■ **Dataset**
——
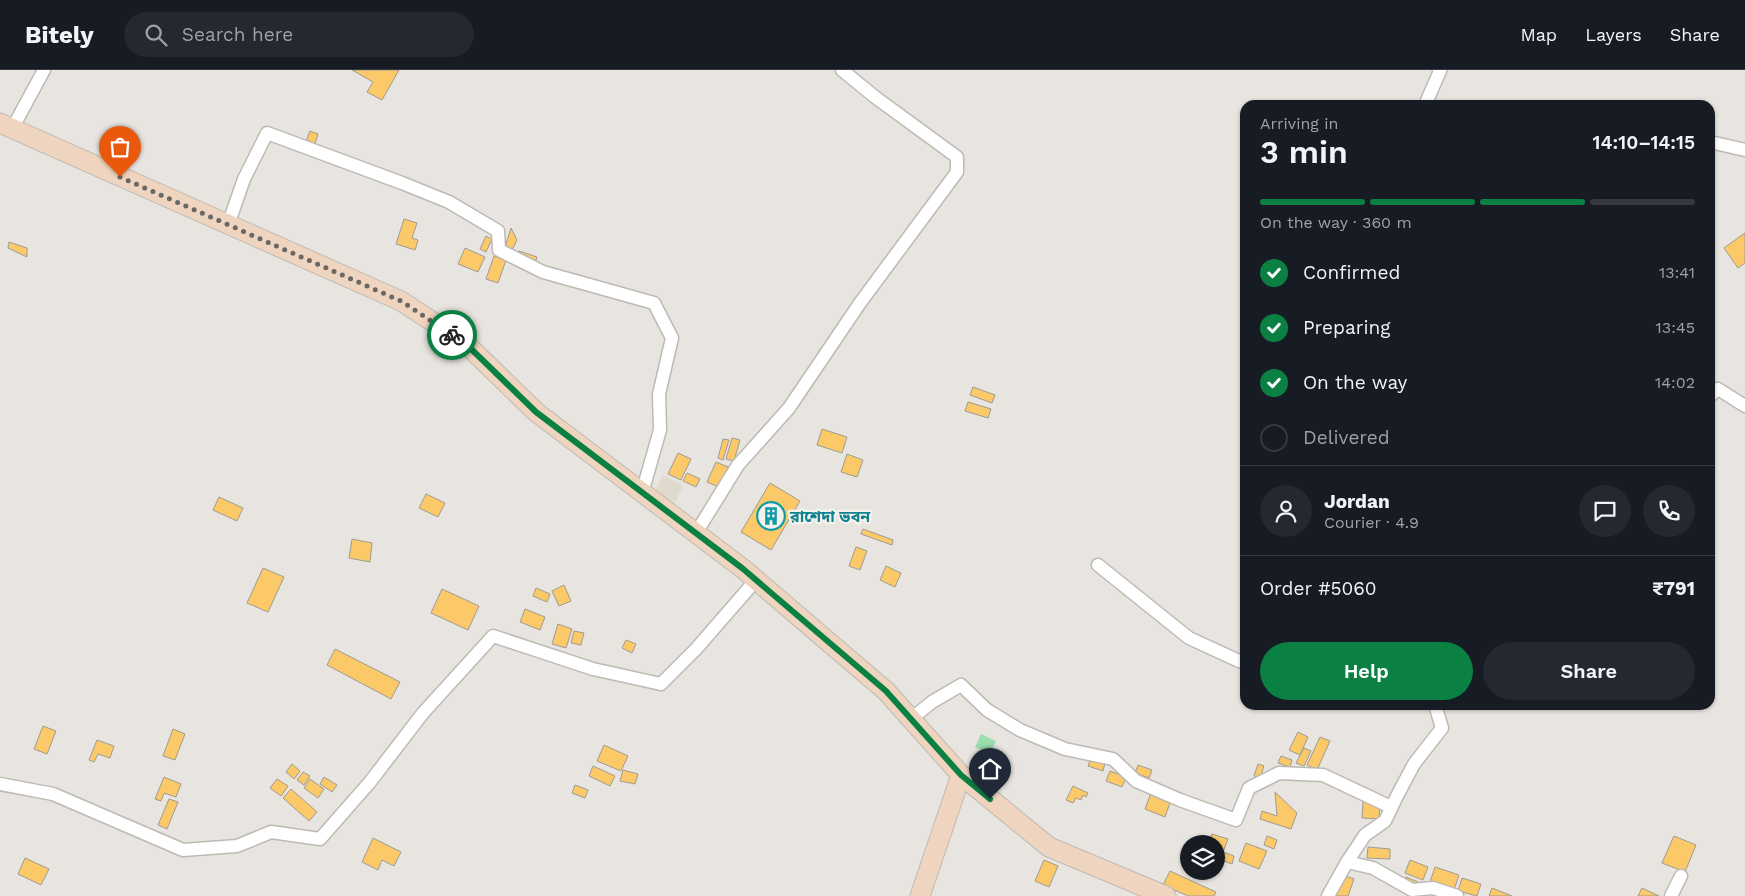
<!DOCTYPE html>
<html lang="en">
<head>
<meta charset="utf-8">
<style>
  body { margin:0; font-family:"Work Sans","Noto Sans Bengali",sans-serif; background:#242831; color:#f1f3f6; height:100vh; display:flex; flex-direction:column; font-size:19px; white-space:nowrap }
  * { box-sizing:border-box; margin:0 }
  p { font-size:16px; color:#9ea1a6 }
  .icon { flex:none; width:28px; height:28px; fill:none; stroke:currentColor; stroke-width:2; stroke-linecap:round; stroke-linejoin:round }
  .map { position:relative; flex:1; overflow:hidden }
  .details { position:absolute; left:1240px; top:30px; width:475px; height:610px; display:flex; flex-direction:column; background:#171b24; border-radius:15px; box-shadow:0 1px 4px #0004 }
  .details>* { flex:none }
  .fabs { position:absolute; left:1180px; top:765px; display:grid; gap:10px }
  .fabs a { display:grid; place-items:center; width:45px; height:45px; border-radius:50%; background:#171b24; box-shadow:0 1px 4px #0004; font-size:25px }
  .pin { position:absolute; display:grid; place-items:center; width:42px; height:42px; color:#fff; margin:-51px -21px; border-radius:50% 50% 50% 0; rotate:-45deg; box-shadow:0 0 5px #0007 }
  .pin .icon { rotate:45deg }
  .courier { position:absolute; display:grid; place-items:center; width:50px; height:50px; margin:-25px; border:4px solid #0b8043; border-radius:50%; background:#fff; color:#222; box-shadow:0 1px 6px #0007 }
  .summary em { font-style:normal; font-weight:600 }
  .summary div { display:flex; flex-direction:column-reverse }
  .summary { display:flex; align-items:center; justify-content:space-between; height:85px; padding:0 20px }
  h1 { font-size:32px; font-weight:600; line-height:38px }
  .bar { display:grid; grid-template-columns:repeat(4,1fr); gap:8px 5px; align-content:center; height:60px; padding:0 20px }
  .bar i { height:6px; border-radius:4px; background:#363941 }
  .bar .current { background:#0b8043 }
  .bar p { grid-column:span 4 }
  .line { display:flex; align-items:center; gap:12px; padding:0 20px; border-top:1px solid #363941 }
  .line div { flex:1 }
  .round { display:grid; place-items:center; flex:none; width:52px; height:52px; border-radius:26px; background:#242831 }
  ol { padding:0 20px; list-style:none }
  li { display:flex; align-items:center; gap:15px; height:55px }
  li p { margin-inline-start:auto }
  li .icon { padding:5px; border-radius:50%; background:#0b8043; color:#fff; stroke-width:4 }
  li:last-child { color:#9ea1a6 }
  li i { width:28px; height:28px; border:2px solid #363941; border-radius:50% }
  .cta { display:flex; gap:10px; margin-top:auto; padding:10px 20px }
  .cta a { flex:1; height:58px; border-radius:30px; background:#0b8043; color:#fff; font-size:20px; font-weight:600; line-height:58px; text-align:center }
  .cta a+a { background:#242831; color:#f1f3f6 }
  header { display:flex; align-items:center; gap:30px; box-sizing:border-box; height:70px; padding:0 25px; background:#171b24; border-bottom:1px solid #363941 }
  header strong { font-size:24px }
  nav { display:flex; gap:28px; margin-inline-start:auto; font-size:18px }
  .search { width:350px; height:45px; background:#242831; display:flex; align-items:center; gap:12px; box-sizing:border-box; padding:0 18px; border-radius:28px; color:#9ea1a6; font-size:19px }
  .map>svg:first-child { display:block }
  .built { fill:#e0d9cd }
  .green { fill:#9adeaf }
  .building { fill:#fbc968; stroke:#9e9b95 }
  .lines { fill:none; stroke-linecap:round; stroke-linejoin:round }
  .street-casing { stroke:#bdbab4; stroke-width:15 }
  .secondary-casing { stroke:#bdbab4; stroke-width:21 }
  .street { stroke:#fff; stroke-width:12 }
  .secondary { stroke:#efd4bf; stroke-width:19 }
  .done { stroke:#6a6865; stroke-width:5; stroke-dasharray:0 9 }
  .route { stroke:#0b8043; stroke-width:6 }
  .labels { text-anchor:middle; stroke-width:4.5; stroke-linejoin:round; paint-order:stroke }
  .culture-label { font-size:16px; font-weight:bold; fill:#0d838f; stroke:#f5f2ec; text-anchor:start }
</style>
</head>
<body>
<header>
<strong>Bitely</strong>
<div class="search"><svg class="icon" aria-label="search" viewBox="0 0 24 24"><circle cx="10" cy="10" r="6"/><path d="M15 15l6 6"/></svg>Search here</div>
<nav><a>Map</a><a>Layers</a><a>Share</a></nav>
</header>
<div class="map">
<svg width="1745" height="826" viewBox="0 0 1745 826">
  <rect width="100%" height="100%" fill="#e8e4df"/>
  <!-- built -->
  <polygon class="built" points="663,405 683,416 675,432 655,421"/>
  <!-- green -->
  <polygon class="green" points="981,664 996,671 987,691 982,689 985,682 975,677"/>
  <!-- building -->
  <g class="building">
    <polygon points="352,0 399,0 382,30 367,22 373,12"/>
    <polygon points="310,61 318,64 315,74 306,71"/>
    <polygon points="404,149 417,153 412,168 418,170 415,180 396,174"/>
    <polygon points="511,158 517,170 511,182 505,177"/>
    <polygon points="1745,163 1745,193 1738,198 1724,178"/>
    <polygon points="486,166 492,169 486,182 480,179"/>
    <polygon points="9,172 27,178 27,187 8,178"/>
    <polygon points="465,178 485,187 478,202 458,194"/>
    <polygon points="519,181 537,187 535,193 517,187"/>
    <polygon points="494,186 506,190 498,213 486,209"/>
    <polygon points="973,317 995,325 992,333 970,325"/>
    <polygon points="968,332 991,339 988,348 965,341"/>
    <polygon points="822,359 847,367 842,383 817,375"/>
    <polygon points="732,368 740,370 734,391 726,389"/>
    <polygon points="723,369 729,370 723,390 718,388"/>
    <polygon points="678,383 691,389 681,410 668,404"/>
    <polygon points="847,384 863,390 857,407 841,402"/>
    <polygon points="716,392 728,397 719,417 707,412"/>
    <polygon points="687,403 700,409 696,417 683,411"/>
    <polygon points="770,413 800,431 771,480 741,462"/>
    <polygon points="426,424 445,433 438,447 419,438"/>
    <polygon points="219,427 243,438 237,451 213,440"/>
    <polygon points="863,459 893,470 892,475 861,464"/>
    <polygon points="352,469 372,473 370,492 349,488"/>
    <polygon points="856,477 867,481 860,500 849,496"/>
    <polygon points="886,496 901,503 895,517 880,510"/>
    <polygon points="263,498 284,507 268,542 247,533"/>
    <polygon points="564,515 571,531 559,536 552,521"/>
    <polygon points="536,518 550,524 547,532 533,526"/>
    <polygon points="442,519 479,536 468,560 431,543"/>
    <polygon points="525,539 545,547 540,560 520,552"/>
    <polygon points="558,554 572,559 566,578 552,574"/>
    <polygon points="574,561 584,563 581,575 571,573"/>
    <polygon points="626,570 636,574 632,583 622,578"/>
    <polygon points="335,579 400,612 391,629 327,595"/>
    <polygon points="43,656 56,661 47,684 34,679"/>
    <polygon points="173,659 185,664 175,690 163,686"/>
    <polygon points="1298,662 1308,667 1300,685 1289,680"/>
    <polygon points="1320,667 1330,671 1317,700 1307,695"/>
    <polygon points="97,670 114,676 110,688 98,684 94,692 89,690"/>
    <polygon points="604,675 628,686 621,701 597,691"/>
    <polygon points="1304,678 1311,681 1304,696 1296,693"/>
    <polygon points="1281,686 1292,690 1290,697 1278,693"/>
    <polygon points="1091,688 1105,693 1103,701 1088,696"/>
    <polygon points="292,694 300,701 294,709 286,702"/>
    <polygon points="1258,694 1264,696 1260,708 1254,706"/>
    <polygon points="1138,695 1152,700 1149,708 1135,703"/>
    <polygon points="593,696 615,706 610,716 589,706"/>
    <polygon points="623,700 638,704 635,714 620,711"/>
    <polygon points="1110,701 1126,707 1122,717 1106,711"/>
    <polygon points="303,702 310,706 304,715 297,710"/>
    <polygon points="164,707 181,714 176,727 164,723 161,731 155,729"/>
    <polygon points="324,707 337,715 332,722 320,714"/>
    <polygon points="277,709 288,716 281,726 270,718"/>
    <polygon points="310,709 324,719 318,728 304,718"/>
    <polygon points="575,715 588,720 585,728 572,723"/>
    <polygon points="1073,716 1088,723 1086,727 1083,725 1081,730 1076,728 1073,733 1066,730"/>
    <polygon points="291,719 317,742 309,751 283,728"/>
    <polygon points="1275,722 1297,743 1291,759 1260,749 1262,741 1277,746"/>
    <polygon points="1151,723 1171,730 1165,747 1145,739"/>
    <polygon points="169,729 178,732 167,759 158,755"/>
    <polygon points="1363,732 1380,733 1379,749 1362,748"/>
    <polygon points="1212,764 1228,769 1223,782 1234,786 1232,794 1216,788 1216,774 1209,774"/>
    <polygon points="1267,766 1277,770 1274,779 1264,775"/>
    <polygon points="1674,766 1696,775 1685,802 1662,793"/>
    <polygon points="373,768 401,782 394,796 382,790 378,800 362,792"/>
    <polygon points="1246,773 1267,781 1259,799 1239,791"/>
    <polygon points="1368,777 1390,779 1390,789 1367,788"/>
    <polygon points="25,788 49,799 41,815 18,804"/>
    <polygon points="1044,790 1058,796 1049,817 1035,811"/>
    <polygon points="1410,790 1428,797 1423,810 1405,803"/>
    <polygon points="1435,797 1459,805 1454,820 1430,812"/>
    <polygon points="1170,801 1216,822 1214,826 1188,826 1163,815"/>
    <polygon points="1343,805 1354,809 1348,826 1335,826"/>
    <polygon points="1406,807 1418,812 1415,818 1404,813"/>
    <polygon points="1462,808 1481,814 1477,826 1458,821"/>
    <polygon points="1492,818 1512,826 1489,826"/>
    <polygon points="1642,818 1659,826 1638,826"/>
  </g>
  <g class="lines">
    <defs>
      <g id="street">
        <polyline points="1425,35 1440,1 1439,0"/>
        <polyline points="12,59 44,0"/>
        <polyline points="1710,72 1745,80"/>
        <polyline points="228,155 244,109 267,63 402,113 449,132 498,161 499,180 543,202 654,233 672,268 659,324 660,360 642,423"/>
        <polyline points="1710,326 1718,319 1745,336"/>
        <polyline points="696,463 738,395 789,338 860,233 957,102 957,87 875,27 842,0"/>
        <polyline points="1098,495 1189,568 1239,591 1245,592"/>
        <polyline points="911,649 932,632 961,615 987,640 1020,660 1065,679 1113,689 1136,711 1180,730 1236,750 1249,718 1279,703 1323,705 1391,737"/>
        <polyline points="0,714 53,724 183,780 237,776 271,762 320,769 370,712 423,643 493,566 593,599 661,614 696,579 756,510"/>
        <polyline points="1347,792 1373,798 1412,820 1433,818 1457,826"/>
        <polyline points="1328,826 1347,792 1365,765 1385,751 1397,726 1414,694 1442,658 1436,638 1434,635"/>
        <polyline points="1671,826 1681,806"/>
      </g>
      <g id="secondary">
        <polyline points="0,53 401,231 465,273 536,342 742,498 886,621 961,705 1049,777 1166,826"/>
        <polyline points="920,826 961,705"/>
      </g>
    </defs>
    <!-- street casing -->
    <use href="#street" class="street-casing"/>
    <!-- secondary casing -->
    <use href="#secondary" class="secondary-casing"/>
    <!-- street -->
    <use href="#street" class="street"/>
    <!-- secondary -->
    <use href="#secondary" class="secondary"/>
  </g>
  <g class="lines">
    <!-- done -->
    <polyline class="done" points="120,107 401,231 452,265"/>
    <!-- route -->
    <polyline class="route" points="452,265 465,273 536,342 742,498 886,621 961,705 990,729"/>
  </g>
  <!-- icons -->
  <defs>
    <symbol id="building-ring" viewBox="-11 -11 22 22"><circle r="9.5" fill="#f5f2ec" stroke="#0f9aa8" stroke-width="1.5"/><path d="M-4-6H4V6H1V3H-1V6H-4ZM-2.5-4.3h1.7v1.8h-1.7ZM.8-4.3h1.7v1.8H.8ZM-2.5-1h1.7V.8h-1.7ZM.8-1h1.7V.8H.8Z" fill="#0f9aa8"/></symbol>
  </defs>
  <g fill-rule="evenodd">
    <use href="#building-ring" x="755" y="430" width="32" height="32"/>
  </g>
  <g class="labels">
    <!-- culture labels -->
    <g class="culture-label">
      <text x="790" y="452">রাশেদা ভবন</text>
    </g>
  </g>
</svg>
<div class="fabs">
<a><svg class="icon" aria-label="layers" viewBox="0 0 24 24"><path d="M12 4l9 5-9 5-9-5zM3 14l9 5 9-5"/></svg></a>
</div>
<div class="pin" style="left:120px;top:107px;background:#ea580c"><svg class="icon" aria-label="bag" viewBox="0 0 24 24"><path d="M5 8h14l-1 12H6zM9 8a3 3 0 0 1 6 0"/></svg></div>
<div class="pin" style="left:990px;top:729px;background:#1f2937"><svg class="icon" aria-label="home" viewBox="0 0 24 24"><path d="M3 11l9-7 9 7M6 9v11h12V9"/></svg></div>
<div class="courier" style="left:452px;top:265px"><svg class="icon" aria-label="bike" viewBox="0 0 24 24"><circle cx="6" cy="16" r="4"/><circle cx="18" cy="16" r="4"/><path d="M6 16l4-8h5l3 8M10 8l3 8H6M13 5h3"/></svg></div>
<section class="details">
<div class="summary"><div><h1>3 min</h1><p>Arriving in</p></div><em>14:10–14:15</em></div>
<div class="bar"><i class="current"></i><i class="current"></i><i class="current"></i><i></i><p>On the way · 360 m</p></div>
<ol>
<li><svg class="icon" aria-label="check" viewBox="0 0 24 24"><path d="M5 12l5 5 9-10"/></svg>Confirmed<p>13:41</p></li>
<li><svg class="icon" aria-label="check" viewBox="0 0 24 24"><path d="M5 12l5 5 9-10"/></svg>Preparing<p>13:45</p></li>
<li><svg class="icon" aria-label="check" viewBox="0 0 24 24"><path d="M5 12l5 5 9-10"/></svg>On the way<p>14:02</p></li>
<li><i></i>Delivered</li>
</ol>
<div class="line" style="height:90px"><a class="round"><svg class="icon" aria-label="person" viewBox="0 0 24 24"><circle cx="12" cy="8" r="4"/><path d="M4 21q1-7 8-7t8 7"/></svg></a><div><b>Jordan</b><p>Courier · 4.9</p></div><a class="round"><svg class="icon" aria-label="chat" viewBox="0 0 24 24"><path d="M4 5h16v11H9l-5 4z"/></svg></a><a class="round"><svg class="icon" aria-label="phone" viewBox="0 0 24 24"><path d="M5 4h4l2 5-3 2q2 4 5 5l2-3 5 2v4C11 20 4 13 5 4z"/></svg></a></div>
<div class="line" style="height:65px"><div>Order #5060</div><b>₹791</b></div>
<div class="cta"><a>Help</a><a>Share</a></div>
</section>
</div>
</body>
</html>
——
Scan the material above for lines holding the string "rotate" and copy those lines.

  .pin { position:absolute; display:grid; place-items:center; width:42px; height:42px; color:#fff; margin:-51px -21px; border-radius:50% 50% 50% 0; rotate:-45deg; box-shadow:0 0 5px #0007 }
  .pin .icon { rotate:45deg }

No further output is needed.